We are grateful to the Artist for his kind assistance with the cataloguing of the present work.

‘the most original of these young painters is Peter Blake. He is so unmistakably and unshakably himself that his pictures do not look like anything else that has ever been called a work of art … Most of his pictures are painted on bits of scrapped planking, they usually depict circus people in a manner somewhat reminiscent of Victorian posters, and the painted titles are part of the image… The painted image is partly scrubbed out, as if to give it the look of an ancient panel, and then bits of the clothing are "restored" with coloured tin-foil. The clash between paint and tin-foil recreates in a remarkable way the noise, the garish lights and the tawdry finery.’ (Architectural Review, April 1958, review of Five Painters at the Institute of Contemporary Arts, featuring the present work)

Unseen in public for well over half a century Peter Blake’s Strong Man, 1 comes from a small group of works created by the artist whilst still in his early 20s, fresh from studying at London’s Royal College of Art. This small handful of proto-Pop paintings that Blake produced in the mid- to late-1950s form the nucleus of some of the most important and lasting influences over the artist’s later work. In works such as Strong Man, 1, as well as Loelia, World’s Most Tattooed Lady (1955, Private Collection) and Siriol, She-Devil of Naked Madness (1957, Private Collection) the artist explored his fascination with characters that populated the fringes of society, as well as his love of nostalgia.
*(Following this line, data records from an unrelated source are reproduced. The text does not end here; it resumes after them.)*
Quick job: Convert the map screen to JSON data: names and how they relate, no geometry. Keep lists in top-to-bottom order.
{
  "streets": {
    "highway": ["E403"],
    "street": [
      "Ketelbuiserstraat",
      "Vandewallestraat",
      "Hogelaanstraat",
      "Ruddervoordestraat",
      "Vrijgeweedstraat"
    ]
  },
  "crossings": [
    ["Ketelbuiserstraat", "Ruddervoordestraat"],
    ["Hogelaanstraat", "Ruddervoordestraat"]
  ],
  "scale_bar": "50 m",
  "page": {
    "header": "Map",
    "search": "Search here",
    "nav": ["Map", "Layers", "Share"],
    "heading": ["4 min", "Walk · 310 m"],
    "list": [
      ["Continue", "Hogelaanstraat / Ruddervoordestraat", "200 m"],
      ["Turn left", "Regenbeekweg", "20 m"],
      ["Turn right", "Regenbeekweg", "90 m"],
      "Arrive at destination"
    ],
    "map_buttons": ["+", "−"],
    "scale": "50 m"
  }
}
As Blake later commented; ‘I paint about the life I knew. It isn’t Victoriana, it’s nostalgia, or rather a sentimentality, for my childhood, but its also a feeling for what’s going on now – an emotion’ (Peter Blake quoted in Peter Blake, Patrick Caulfield, Howard Hodgkin: Paintings from the 60s and 70s, exh. cat., Waddington Galleries, London, 1995, p.8).

The works that Blake produced during this period, executed on found and discarded wooden boards, become objects – relic-like – worked and scarred by the hand of the artist and the imagined passing of time. The paint surface is rubbed and blistered, taking on an antique appearance, and reference some fading memory of childhood experiences. With the application of collaged elements to the strong man’s neck chain and belt, and the bold, circus-style typography the work harks back to memories of a world which by the 1950s had all but disappeared. This sense of ‘Englishness’ is clearly something that fascinated the artist and the most popular pastime of the circus, in all its faded glory, in particular. As a student at the Royal College, each Christmas between 1953 and 1956 Blake was allowed backstage at Bertram Mill’s circus at London’s Olympia to observe the performers, once finding himself sketching alongside the grand dame of the British art scene, Laura Knight, who was also a frequent visitor to the circus. He later recalled ‘It was also around that time I painted those first images of tattooed ladies and strong men’ (Peter Blake, Port, 4th December 2014, unpaginated). Blake was to be inspired not only by the subjects he studied there, but also the broader visual style of the circus, with bright, bold lettering that was to appear in many of his works from the period.

Included in one of the artist’s first public exhibitions at the Institute of Contemporary Arts in 1958, Strong Man, 1 was acquired by a young art student living in London at the time – purchased as the very best of the contemporary British art scene. And today, sixty years on, the work is still as fresh and immediate as it must have appeared back then. A painting full of wit, which holds a key place in the work of one of Britain’s greatest living painters.